[WORK ITEM]:
Select from the data all lines with the word "setLineDash".

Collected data
━━━━━━━━━━━━━━━━━━━━

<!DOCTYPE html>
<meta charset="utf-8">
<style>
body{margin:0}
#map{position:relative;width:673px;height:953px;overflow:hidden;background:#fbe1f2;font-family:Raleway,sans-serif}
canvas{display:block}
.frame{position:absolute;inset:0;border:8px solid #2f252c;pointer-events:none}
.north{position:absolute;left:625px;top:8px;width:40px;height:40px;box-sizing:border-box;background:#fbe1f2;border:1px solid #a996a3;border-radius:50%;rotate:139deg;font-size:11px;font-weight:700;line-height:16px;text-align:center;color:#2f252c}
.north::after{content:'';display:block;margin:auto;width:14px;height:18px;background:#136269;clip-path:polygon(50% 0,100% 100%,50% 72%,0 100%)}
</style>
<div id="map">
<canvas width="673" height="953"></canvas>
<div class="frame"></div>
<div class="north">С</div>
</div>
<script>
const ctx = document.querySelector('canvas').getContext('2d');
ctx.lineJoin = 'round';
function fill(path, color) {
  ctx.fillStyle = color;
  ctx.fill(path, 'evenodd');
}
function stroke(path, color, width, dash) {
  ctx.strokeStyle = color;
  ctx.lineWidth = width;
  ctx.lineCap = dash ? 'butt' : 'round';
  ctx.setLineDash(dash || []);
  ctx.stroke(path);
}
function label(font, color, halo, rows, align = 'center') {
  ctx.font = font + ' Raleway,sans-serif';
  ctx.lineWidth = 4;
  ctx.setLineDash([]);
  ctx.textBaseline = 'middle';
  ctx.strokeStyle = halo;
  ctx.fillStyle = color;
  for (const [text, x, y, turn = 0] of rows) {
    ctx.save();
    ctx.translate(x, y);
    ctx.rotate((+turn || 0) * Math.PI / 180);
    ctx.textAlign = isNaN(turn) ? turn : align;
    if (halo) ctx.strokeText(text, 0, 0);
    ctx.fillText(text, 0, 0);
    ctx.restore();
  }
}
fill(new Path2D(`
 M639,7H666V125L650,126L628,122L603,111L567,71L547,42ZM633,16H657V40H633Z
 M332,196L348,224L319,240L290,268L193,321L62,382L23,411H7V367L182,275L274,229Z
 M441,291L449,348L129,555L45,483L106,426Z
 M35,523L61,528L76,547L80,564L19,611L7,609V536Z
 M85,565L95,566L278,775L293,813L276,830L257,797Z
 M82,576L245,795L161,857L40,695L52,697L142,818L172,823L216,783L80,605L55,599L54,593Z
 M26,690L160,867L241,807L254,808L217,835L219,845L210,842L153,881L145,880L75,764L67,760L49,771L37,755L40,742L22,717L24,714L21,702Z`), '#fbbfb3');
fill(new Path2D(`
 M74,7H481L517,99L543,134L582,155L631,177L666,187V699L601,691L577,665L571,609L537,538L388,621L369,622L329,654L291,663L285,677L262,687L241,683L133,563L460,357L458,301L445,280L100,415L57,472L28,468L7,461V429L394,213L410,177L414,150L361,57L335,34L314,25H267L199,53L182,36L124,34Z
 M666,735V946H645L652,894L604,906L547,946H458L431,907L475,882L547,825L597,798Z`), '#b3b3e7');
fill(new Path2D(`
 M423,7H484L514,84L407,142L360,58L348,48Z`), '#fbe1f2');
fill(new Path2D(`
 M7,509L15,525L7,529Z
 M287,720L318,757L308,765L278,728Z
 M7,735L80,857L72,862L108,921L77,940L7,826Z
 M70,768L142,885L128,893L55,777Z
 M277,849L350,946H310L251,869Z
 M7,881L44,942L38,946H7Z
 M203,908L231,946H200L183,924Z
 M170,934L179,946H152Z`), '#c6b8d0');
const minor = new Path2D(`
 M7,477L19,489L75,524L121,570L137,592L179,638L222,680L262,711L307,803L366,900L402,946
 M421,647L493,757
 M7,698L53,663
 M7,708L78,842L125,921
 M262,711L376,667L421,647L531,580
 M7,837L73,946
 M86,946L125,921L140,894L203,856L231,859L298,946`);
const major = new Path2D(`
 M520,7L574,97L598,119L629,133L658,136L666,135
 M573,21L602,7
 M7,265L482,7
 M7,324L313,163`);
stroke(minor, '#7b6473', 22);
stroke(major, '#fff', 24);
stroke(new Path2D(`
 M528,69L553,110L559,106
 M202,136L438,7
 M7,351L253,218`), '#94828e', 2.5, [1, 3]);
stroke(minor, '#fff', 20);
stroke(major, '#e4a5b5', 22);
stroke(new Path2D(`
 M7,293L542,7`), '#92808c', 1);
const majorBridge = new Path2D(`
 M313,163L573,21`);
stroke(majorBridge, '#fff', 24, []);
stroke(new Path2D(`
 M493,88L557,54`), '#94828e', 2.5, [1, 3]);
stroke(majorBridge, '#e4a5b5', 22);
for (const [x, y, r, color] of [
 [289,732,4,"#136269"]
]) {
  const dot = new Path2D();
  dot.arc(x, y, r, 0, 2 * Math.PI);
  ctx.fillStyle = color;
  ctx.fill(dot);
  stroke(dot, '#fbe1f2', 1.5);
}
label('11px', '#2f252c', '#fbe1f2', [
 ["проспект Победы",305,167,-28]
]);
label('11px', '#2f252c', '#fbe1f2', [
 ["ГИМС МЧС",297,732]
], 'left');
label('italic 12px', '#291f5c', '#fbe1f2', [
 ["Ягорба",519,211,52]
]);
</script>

━━━━━━━━━━━━━━━━━━━━

[ANSWER SECTION]:
  ctx.setLineDash(dash || []);
  ctx.setLineDash([]);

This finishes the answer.